PALERMO – Due giorni di sport, sogni e speranze al Parco Uditore, che si è trasformato in un campo di selezione a cielo aperto per decine di giovani aspiranti calciatori. Si è conclusa con successo la selezione per entrare a far parte della scuola calcio “Scricchioli d’Oro”, un’iniziativa che va ben oltre il semplice agonismo, puntando a fare dello sport un potente veicolo di crescita, integrazione e dialogo.
L’evento è stato seguito con grande partecipazione dall’assessore alle Politiche Sociali, Mimma Calabrò, che ha osservato da vicino le varie fasi insieme a Vincenzo Lipari, presidente della “Nazionale del Mediterraneo”. Proprio questo progetto internazionale fa da cornice all’iniziativa, con l’ambizioso scopo di “trasformare lo sport in strumento di pace, inclusione e dialogo tra i popoli”. Ispirandosi al celebre modello di “Seeds of Peace”, la Nazionale del Mediterraneo unisce giocatori professionisti e dilettanti di diverse nazionalità in un’unica squadra, elevando il calcio a simbolo di un Mediterraneo che non è più frontiera di divisione, ma ponte di incontro e fratellanza.
“Quella che abbiamo vissuto – ha commentato con entusiasmo l’assessore Calabrò – è stata una iniziativa pensata per valorizzare i giovani talenti provenienti dalle nostre comunità, offrendo loro un’occasione di crescita personale e sportiva”. Per i ragazzi che hanno superato la selezione, infatti, non si aprono solo le porte di una squadra di calcio. L’opportunità è ben più grande e strutturata.

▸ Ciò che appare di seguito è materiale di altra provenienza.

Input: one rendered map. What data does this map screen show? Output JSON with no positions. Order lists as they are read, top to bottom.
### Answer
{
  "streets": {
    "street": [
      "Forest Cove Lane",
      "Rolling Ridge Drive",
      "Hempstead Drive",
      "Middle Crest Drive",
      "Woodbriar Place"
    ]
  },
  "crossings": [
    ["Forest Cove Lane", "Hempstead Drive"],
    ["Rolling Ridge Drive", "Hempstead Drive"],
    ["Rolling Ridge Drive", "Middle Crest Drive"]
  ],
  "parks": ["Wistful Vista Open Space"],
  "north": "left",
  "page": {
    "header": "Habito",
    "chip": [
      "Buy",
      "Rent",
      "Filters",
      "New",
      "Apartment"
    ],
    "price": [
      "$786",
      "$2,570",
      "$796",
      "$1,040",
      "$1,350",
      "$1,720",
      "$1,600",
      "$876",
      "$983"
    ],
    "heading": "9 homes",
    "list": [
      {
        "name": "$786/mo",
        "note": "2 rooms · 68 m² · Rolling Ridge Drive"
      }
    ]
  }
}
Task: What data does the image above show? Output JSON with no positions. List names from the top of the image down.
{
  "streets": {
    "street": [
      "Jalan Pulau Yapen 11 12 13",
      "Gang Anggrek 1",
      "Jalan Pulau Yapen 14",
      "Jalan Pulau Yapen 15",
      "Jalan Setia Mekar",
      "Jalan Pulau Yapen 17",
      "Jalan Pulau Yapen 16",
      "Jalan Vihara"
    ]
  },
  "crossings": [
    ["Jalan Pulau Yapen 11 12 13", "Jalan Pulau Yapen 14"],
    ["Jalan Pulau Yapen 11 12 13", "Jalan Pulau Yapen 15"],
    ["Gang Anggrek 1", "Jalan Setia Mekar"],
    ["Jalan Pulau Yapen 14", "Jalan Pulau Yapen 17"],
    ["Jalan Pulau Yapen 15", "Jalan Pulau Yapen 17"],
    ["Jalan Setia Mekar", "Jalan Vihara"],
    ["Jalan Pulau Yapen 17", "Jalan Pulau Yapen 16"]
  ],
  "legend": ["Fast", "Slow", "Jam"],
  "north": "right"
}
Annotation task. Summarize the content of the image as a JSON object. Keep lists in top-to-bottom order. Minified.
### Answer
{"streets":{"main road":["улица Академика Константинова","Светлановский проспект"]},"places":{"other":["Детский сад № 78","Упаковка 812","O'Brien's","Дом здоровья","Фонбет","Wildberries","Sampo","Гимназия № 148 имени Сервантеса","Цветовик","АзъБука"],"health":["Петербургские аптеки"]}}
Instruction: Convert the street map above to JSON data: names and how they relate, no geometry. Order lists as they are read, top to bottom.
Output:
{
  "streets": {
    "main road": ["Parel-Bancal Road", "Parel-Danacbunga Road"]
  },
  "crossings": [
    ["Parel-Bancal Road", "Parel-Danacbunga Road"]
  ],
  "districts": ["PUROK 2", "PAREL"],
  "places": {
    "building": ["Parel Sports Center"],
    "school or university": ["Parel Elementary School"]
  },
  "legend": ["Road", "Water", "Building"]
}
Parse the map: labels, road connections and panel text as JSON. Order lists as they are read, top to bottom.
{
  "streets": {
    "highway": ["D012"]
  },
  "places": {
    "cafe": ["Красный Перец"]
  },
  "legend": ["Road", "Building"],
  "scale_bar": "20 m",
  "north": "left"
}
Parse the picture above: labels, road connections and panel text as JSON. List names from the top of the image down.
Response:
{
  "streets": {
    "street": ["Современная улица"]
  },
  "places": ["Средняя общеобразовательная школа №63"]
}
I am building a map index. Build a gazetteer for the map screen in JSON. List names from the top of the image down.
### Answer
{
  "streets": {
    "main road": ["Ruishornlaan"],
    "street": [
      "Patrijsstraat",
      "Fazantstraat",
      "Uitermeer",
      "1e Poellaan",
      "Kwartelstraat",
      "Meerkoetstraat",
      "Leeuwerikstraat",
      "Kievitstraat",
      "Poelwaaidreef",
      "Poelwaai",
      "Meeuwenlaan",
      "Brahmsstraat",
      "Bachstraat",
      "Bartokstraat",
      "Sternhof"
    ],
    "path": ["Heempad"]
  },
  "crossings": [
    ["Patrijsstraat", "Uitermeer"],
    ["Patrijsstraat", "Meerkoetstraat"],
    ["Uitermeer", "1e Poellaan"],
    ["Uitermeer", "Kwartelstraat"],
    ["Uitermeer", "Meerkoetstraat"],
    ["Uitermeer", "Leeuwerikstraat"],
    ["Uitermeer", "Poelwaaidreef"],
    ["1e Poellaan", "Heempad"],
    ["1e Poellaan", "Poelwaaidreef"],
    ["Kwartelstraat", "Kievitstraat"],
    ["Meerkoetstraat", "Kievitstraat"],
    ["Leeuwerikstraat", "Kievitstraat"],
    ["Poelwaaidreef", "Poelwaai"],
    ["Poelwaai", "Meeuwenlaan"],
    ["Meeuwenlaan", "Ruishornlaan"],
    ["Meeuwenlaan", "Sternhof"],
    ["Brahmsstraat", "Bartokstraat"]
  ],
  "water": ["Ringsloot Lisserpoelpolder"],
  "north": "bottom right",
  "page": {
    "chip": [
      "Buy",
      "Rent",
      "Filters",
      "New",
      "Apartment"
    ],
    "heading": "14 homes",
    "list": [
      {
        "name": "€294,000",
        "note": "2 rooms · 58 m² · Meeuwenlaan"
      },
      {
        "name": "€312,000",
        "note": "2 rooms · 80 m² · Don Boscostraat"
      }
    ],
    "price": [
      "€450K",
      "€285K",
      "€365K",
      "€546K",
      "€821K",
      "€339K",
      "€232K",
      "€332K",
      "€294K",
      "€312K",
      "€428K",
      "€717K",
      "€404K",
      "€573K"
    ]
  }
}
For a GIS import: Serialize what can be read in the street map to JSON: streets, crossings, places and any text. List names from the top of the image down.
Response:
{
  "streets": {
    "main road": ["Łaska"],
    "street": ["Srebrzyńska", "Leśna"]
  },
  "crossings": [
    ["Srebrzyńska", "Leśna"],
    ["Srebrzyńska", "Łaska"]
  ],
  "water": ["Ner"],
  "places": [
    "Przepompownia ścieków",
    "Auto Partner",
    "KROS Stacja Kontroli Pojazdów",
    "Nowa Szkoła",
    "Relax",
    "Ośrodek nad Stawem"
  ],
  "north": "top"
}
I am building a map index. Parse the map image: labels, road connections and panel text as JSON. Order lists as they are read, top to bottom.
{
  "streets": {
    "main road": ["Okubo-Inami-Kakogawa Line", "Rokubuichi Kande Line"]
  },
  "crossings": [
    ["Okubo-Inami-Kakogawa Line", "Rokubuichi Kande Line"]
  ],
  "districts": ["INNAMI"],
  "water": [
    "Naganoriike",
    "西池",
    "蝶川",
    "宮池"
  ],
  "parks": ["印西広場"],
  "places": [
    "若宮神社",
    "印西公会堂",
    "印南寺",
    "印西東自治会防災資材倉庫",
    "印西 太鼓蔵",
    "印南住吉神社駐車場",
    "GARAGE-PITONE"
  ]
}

“Adesso, i ragazzi selezionati – ha proseguito l’assessore – oltre a far parte della squadra avranno la possibilità di accedere ad un percorso di crescita importante, di integrazione attraverso lo sport e di costruzione di relazioni positive avendo la possibilità di esprimere le proprie capacità in un contesto inclusivo”. Il progetto, quindi, si configura come un vero e proprio percorso educativo, dove il pallone diventa un maestro di vita, insegnando il rispetto delle regole, il valore del gruppo e la gestione delle emozioni.
L’assessore ha concluso sottolineando il valore sociale e formativo dell’iniziativa, specialmente per i giovani che vivono in contesti più complessi. “È fondamentale che i ragazzi, soprattutto quelli provenienti dalle nostre comunità, possano mettersi in gioco, sentirsi parte di un progetto e vivere lo sport come strumento di crescita personale, integrazione e valorizzazione del talento”. Un messaggio chiaro che pone le basi per un futuro in cui lo sport possa essere per tutti un’opportunità di riscatto e di costruzione di un avvenire migliore.